O çok şefkatli, çok merhametli olmakla birlikte, hikmetli ve adaletlidir de:
3. Din
(Ceza) Günü’nün mâlikidir. Âlemlerin Rabbi, sürekli yenilenen bol merhameti ile birlikte, din gününde kullarına yaptıklarının karşılığını verecek, mahlûkatını hesaba çekecektir. "O gün hiç kimse, başkası için hiçbir şeye (fayda ya da zarar verme gücüne) sahip değildir. O gün herkesin işi Allah'a kalmıştır. Gerçekleşeceğinde asla şüphe olmayan Yargı Günü’nünmutlakhâkimi yalnızca Yüce Allah’tır.

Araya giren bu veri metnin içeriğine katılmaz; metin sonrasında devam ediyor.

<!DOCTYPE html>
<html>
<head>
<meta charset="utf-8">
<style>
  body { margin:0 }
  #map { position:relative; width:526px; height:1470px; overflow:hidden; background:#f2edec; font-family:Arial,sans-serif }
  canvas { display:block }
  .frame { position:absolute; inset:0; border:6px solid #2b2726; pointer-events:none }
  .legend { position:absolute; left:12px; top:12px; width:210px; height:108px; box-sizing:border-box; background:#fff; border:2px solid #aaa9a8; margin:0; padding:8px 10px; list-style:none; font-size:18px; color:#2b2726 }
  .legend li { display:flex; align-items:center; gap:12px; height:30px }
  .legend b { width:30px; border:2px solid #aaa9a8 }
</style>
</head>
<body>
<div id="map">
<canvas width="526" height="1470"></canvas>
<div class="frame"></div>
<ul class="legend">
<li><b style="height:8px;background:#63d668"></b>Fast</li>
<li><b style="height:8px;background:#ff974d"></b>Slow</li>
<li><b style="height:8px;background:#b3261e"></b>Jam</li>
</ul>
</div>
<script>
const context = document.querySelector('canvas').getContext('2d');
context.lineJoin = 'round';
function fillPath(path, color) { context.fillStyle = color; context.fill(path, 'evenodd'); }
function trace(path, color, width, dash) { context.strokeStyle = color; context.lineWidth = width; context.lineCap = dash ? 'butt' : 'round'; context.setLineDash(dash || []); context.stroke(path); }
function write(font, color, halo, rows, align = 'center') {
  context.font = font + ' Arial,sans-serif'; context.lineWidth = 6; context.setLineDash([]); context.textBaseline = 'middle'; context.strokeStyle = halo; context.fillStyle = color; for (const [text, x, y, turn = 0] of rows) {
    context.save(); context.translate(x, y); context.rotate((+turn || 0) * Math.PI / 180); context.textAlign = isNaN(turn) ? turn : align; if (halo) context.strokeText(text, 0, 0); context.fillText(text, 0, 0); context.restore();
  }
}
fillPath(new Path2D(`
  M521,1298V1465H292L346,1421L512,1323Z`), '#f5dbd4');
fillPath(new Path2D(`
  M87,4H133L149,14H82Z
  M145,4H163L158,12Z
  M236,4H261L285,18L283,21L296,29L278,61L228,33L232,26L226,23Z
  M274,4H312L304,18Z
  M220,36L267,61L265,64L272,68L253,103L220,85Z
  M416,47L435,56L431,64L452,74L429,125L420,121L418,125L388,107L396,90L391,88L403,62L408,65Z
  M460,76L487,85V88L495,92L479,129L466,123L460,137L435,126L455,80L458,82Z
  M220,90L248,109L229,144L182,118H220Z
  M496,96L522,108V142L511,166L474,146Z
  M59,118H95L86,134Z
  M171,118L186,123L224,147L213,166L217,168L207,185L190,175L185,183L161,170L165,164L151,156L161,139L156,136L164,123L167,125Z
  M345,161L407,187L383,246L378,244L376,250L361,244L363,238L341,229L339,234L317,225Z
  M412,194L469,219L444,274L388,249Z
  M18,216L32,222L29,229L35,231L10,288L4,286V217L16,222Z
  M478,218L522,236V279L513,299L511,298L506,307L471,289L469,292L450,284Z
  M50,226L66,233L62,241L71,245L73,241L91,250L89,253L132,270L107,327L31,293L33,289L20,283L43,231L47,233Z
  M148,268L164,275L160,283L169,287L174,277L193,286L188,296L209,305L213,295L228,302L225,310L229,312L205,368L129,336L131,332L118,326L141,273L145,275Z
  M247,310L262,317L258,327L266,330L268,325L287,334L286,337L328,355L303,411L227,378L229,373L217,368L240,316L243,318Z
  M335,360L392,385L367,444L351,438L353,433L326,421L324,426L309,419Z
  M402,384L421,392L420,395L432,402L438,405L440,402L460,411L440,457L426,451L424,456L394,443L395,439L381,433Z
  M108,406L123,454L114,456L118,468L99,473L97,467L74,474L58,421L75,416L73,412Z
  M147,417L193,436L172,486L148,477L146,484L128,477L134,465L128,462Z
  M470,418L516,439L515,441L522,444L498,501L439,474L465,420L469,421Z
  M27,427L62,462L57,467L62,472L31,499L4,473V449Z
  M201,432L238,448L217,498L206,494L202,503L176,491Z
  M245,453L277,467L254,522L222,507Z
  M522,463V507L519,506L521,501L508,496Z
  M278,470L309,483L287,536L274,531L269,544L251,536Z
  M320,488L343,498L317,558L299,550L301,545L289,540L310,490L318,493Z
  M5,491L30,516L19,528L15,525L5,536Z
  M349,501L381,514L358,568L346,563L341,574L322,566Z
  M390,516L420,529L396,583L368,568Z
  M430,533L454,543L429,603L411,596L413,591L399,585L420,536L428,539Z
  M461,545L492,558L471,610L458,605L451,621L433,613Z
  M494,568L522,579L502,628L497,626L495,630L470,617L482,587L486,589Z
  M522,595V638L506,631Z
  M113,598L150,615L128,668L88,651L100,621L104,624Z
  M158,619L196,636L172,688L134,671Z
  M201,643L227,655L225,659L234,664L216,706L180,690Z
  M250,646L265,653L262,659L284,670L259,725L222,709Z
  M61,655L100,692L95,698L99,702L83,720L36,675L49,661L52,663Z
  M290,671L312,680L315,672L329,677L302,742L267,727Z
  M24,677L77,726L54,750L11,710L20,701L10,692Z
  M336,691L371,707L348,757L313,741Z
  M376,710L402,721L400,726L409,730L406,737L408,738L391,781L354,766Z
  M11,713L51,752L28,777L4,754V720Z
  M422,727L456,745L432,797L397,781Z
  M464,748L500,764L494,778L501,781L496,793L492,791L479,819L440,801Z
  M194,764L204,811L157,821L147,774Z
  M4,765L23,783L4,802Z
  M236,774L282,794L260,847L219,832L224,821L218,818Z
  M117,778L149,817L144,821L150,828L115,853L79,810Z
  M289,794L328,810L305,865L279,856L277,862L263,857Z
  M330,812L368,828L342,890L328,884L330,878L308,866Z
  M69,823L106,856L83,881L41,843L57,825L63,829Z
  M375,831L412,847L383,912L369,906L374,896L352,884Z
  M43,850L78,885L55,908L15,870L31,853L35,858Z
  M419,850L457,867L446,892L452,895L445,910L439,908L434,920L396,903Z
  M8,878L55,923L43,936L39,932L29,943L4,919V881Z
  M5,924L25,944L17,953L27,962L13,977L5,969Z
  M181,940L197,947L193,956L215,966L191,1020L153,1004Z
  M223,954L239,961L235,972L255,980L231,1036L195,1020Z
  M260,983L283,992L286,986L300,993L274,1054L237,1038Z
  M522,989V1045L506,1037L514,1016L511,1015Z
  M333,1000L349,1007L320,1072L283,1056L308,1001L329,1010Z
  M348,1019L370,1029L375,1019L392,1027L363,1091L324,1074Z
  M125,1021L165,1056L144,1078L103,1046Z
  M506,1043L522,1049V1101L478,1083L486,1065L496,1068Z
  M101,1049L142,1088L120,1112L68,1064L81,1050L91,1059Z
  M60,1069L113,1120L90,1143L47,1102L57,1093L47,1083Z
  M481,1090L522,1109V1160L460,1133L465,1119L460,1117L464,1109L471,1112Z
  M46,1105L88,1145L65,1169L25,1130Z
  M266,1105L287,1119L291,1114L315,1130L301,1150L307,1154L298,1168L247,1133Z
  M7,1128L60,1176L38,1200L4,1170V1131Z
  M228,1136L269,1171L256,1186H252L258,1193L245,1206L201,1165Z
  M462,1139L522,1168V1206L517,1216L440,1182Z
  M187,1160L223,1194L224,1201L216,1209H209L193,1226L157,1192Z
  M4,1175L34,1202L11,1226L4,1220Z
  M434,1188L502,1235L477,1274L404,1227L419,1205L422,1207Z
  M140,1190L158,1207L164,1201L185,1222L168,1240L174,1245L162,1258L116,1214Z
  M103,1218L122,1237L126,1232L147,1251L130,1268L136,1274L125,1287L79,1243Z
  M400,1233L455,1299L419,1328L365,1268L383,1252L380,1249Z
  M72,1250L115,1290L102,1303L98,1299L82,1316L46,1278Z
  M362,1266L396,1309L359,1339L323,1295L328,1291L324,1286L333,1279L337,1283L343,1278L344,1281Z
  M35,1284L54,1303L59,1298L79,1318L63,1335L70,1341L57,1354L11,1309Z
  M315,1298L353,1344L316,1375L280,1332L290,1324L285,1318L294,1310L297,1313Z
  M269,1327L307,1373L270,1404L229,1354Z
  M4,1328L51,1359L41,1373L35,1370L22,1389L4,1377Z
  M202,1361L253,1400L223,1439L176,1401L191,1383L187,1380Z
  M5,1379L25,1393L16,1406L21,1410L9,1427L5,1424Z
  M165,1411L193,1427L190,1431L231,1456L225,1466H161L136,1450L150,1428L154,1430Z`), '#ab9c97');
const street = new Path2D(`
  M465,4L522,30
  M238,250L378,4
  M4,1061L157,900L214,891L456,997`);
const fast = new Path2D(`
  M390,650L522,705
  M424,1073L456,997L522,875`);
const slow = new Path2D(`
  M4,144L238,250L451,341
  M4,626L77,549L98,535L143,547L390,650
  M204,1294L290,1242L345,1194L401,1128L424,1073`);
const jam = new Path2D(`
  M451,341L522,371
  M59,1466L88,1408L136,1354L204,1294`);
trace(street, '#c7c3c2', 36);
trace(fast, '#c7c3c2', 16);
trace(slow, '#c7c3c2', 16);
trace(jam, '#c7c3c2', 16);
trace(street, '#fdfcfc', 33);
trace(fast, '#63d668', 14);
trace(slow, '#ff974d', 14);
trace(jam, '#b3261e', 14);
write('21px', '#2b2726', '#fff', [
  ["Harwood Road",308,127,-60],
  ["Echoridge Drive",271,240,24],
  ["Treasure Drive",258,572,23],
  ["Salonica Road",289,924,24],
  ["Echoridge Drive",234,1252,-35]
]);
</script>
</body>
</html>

O hâlde ey Rabb’imiz, sana tüm içtenliğimizle söz veriyoruz ve diyoruz ki:
4. Yalnızca sana kulluk eder ve ancak senden yardım dileriz. Ey Rabbim ! Ben, senin hakîr ve zelil bir kulunum. Sana dua etmek için tek başıma bu kapıda durmak benim haddim değil. Ben sadece mü'min ve muvahhidlerin grubuna katılıyorum. Benim duamı da onlarla birlikte kabul buyur. Biz hepimiz sana kulluk eder ve senden yardım dileriz.

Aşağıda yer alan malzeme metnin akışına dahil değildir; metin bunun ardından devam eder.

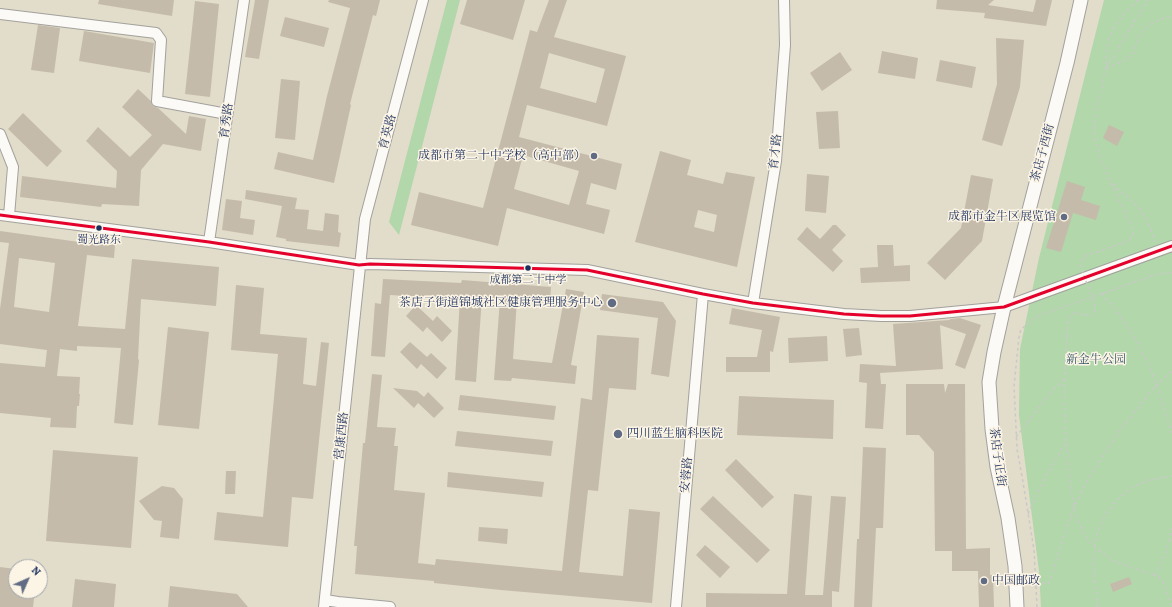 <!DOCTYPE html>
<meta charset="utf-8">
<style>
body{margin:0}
#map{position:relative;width:1172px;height:607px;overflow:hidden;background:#e2dcca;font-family:Alegreya,serif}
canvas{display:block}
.north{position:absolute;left:8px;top:559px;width:40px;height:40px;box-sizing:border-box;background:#fcf5e5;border:1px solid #a2a6af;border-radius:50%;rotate:45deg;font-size:11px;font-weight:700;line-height:16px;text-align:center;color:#1b2f5e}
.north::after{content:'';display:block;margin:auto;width:14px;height:18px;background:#616c84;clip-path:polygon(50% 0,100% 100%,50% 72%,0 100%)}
</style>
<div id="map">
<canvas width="1172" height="607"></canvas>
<div class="north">N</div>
</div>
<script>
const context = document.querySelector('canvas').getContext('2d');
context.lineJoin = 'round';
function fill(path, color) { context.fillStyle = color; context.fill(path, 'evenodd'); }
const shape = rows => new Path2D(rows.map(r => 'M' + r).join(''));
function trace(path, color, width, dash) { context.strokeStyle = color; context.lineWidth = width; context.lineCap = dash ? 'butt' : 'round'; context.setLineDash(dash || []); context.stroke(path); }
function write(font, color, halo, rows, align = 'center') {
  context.font = font + ' Alegreya,"Noto Serif SC",serif'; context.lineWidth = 3; context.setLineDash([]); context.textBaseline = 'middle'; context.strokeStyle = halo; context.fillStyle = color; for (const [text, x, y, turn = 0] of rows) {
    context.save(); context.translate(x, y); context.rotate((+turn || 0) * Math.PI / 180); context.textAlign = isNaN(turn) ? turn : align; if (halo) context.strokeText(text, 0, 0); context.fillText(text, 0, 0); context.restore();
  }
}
fill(shape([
 [447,0,460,0,399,235,389,222],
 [1104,0,1172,0,1172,607,1041,607,1039,571,1019,415,1020,349,1039,258]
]), '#b1d7aa');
fill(shape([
 [99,0,174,0,172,16,98,4],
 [255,0,269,0,259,59,245,57],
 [329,0,380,0,376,16,373,15,350,104,351,105,334,183,274,169,278,152,313,160,327,96,350,8,328,2],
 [467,0,525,0,513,40,460,24],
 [549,0,567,0,554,37,626,56,607,126,527,105,519,137,622,164,616,190,591,183,586,204,610,210,604,234,507,208,498,246,411,225,419,192,483,208,530,30,537,32],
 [549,53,605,69,596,103,540,88],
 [523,155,579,171,569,205,514,189],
 [937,0,994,0,988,5,1033,12,1036,0,1052,0,1046,26,984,18,985,13,936,9],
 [195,1,219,4,210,97,185,94],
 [285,17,329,28,324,47,280,36],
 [38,25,60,28,54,73,31,70],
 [84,31,154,43,150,73,79,61],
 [996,38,1024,40,1020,87,1002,146,982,140,997,84],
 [882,51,918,58,915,79,878,73],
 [840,52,852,70,822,91,810,73],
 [940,60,976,67,972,88,936,81],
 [281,79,300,81,295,140,275,138],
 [138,89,151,101,153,106,158,108,186,134,189,116,206,119,201,151,163,144,141,170,139,206,102,204,101,207,20,197,22,176,116,188,117,171,86,141,98,127,130,157,152,135,122,107],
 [838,111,840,148,819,149,816,112],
 [23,113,62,151,47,167,8,129],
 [1109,125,1124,132,1117,146,1103,138],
 [660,151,691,160,687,175,723,184,726,172,755,177,737,267,635,242],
 [698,210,717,215,714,232,694,227],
 [807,174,829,176,826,213,805,211],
 [971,175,993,179,982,241,945,280,927,263,961,228],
 [1067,181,1085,187,1081,200,1100,206,1096,220,1073,213,1061,252,1046,248],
 [246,190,297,198,295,209,309,210,307,229,323,231,325,213,339,215,338,232,341,233,339,247,286,241,286,239,276,237,282,206,245,199],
 [226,199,242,201,240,218,255,220,253,235,222,230],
 [833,225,836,225,846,235,832,250,843,261,833,272,797,239,807,227,820,239],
 [0,231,79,242,79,241,115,245,114,258,87,255,78,326,125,329,132,259,219,267,216,306,141,299,138,359,139,360,133,425,114,423,121,348,77,346,77,351,60,349,57,376,80,377,79,394,80,394,79,406,77,406,76,428,50,427,51,418,0,413,0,363,45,367,47,350,0,344,0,309,9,243,0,242],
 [19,258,55,263,49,312,14,307],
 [877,245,893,245,894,266,910,265,910,281,861,283,860,268,878,267],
 [383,279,461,283,462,280,551,287,550,303,517,300,513,359,552,363,566,289,584,292,571,365,577,366,575,384,512,378,511,381,494,380,500,299,482,297,476,382,455,380,460,299,390,295,385,357,371,356,375,303,381,304],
 [236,285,264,288,260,334,307,338,303,384,316,386,321,342,329,343,313,499,292,497,288,547,214,540,217,512,263,517,278,354,231,350],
 [602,294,663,302,676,321,669,377,651,374,658,318,600,310],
 [416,305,433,321,437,316,452,331,442,342,427,327,423,332,406,316],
 [732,308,780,317,773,352,770,351,770,372,726,372,726,357,757,357,762,330,729,324],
 [960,318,981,325,965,369,955,365,966,334,940,325,943,369,880,373,881,384,886,384,883,429,865,428,867,383,859,382,860,364,896,366,893,324,950,320,950,319],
 [168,327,209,332,199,429,158,425],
 [859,328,862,355,846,357,843,329],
 [597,335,639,338,636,390,609,388,598,491,588,490,579,572,623,576,629,509,660,512,652,603,501,590,434,583,434,581,355,574,357,546,354,546,363,443,365,443,372,374,382,375,377,427,396,428,394,446,398,446,394,490,425,493,418,563,435,565,436,559,562,571,581,398,592,400],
 [827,336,828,361,789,363,788,338],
 [410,342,427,357,431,353,447,368,437,379,421,364,417,369,400,352],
 [906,384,944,384,945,393,948,384,965,384,966,549,990,548,990,575,993,575,994,607,979,607,978,571,952,571,952,551,935,551,934,452,919,435,906,435],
 [393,388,417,391,424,397,428,392,444,408,434,418,418,403,414,408],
 [460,395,556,406,554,420,458,410],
 [739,396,834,400,833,439,737,435],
 [457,431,553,441,551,456,455,446],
 [863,447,886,448,883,528,876,528,872,607,854,607,857,539,859,539],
 [53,450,138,457,131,548,46,541],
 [736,459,774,497,762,508,725,470],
 [226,471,236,471,235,494,225,494],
 [448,472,544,482,542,497,447,487],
 [162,486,174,488,183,499,179,539,160,537,162,521,154,520,139,501],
 [794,494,812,496,805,595,823,595,831,496,846,497,839,592,832,591,832,607,706,607,706,593,787,594],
 [713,496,770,550,757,563,700,509],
 [479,527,508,529,507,544,478,541],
 [705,545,730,567,720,578,696,555],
 [0,567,16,569,16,591,35,591,33,607,0,607],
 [1129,577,1132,584,1113,592,1110,584],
 [75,579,116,584,114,607,72,607],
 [170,586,237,594,248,607,168,607]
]), '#c5bbab');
const minor = shape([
 [0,14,156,33,161,40,157,101,227,114],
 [0,134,13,167,9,216],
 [0,215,209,242,359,265,370,264,587,270,703,294,753,303,844,314,881,316,910,316,1004,307,1172,246],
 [209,242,244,0],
 [753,303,776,161,785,45,784,0],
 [325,600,338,602,390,607],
 [324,607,365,219,423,0],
 [676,607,703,294]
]);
const major = shape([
 [1017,607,1015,566,1008,518,997,467,992,429,989,382,994,352,1004,307,1067,63,1081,0]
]);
trace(minor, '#a2a19c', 12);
trace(major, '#a2a19c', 15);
trace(shape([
 [1106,68,1124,61,1134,52,1138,38,1148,26,1160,19,1172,16],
 [1106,68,1148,0],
 [1112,184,1130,199,1142,211,1150,227,1155,242],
 [1133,235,1132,226,1110,182,1098,152,1094,134,1094,119,1106,68,1106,54,1109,38,1114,27,1122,16,1138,0],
 [1102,293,1119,314,1135,338,1150,367,1172,433],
 [1067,336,1064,385,1065,431,1070,484,1075,513,1081,528,1088,540,1100,551,1114,561,1159,577,1164,584,1172,606],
 [1016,437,1052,391,1065,378],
 [1028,514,1040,487,1065,443],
 [1155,575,1166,553,1172,528],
 [1036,584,1049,583,1066,530,1074,507,1086,483,1099,462,1118,433,1144,400,1156,385,1172,371],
 [1037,607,1034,550,1023,482,1017,449,1014,386,1019,337,1021,329,1038,316,1155,275,1172,272],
 [1098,607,1093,564,1097,532,1106,514,1116,501,1132,487,1149,480,1172,476]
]), '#c9c9c8', 1.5, [3, 3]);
trace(minor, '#fbfaf7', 10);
trace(major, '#fbfaf7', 13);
trace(shape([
 [1067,336,1068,322,1071,315,1075,313,1090,316,1094,314,1096,308,1080,265,1082,261,1086,256,1128,241,1133,235]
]), '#c9c9c8', 1.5, [3, 3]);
trace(shape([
 [0,215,209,242,359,265,370,264,587,270,703,294,753,303,844,314,881,316,910,316,1004,307,1172,246]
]), '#e4002b', 3);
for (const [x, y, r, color] of [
 [594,156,4,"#616c84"],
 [1064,217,4,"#616c84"],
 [99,228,3.5,"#1b2f5e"],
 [528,268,3.5,"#1b2f5e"],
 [612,303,5,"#616c84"],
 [618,434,5,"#616c84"],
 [984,581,4,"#616c84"]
]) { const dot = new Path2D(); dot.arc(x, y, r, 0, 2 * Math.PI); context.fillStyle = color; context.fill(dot); trace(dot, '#fcf5e5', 1.5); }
write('11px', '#1b2f5e', '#fcf5e5', [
 ["蜀光路东",99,240],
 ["成都第二十中学",528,280]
]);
write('12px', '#1b2f5e', '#fcf5e5', [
 ["育秀路",227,121,-82],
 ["育英路",388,132,-75],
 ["育才路",776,152,-84],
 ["茶店子西街",1043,153,-75],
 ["营康西路",342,436,-84],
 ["茶店子正街",997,457,82],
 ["安蓉路",687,475,-85]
]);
write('12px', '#1b2f5e', '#fcf5e5', [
 ["成都市第二十中学校（高中部）",586,156],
 ["成都市金牛区展览馆",1056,217],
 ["茶店子街道锦城社区健康管理服务中心",603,303],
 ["四川蓝生脑科医院",627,434,"left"],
 ["中国邮政",992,581,"left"]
], 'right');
write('12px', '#36586a', '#fcf5e5', [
 ["新金牛公园",1096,360]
]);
</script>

Fatiha suresini okurken “ben” yerine “biz” dememizin açılımını Bediüzzaman Said Nursî Hz. İşarat’ül İ’caz’da şöyle anlatır:
“Birincisi:
İnsanın vücudundaki bütün aza ve zerrata râcidir (yöneliktir)ki, bu itibarla şükr-ü örfîyi eda etmiş olur. İkincisi: Bütün ehl-i tevhidin cemaatlerine aittir. Bu cihetle şeriata itaat etmiş olur. Üçüncüsü: Kâinatın ihtiva ettiği mevcudata işarettir. Bu itibarla, şeriat-ı fıtriye-i kübraya tâbi olarak hayret ve muhabbetle kudret ve azametin arşı altında sâcid ve âbid olmuş olur.”
5.
Ey Rabb’imiz! Bizi dosdoğru yola, insanın doğal yapısıyla, duyguları, eğilimleri ve ihtiyaçlarıyla birebir örtüşen, her türlü aşırılıktan uzak,varlık kanunlarıyla tam bir uyum ve ahenk içinde olan o apaydınlık yola, insanlığı hem dünyada hem âhirette mutluluğa ulaştıran İslâm yoluna ilet.
6. Nimet verdiğin kimselerin,
insanlık tarihi boyunca tevhid sancağını elden ele taşıyan Peygamberlerin ve onların izinden yürüyen âlimlerin, şehitlerin, sana yakın olan kimselerin yoluna...
7. Gazaba uğramışların ve
sapmışların yoluna değil ya Rab!
Bizi, senin gazabına uğramış olan Yahudilerin veya hak yoldan sapmış olan Hıristiyanların zümresine katma. Çünkü onlar senin mukaddes şeriatından çıktılar ve böylece gazaba ve ebedî lanete müstahak oldular.
Allah’ın Elçisi (s) bu surenin sonunda “Âmin!” yani “Duamızı kabul eyle, ya Rab!” derdi.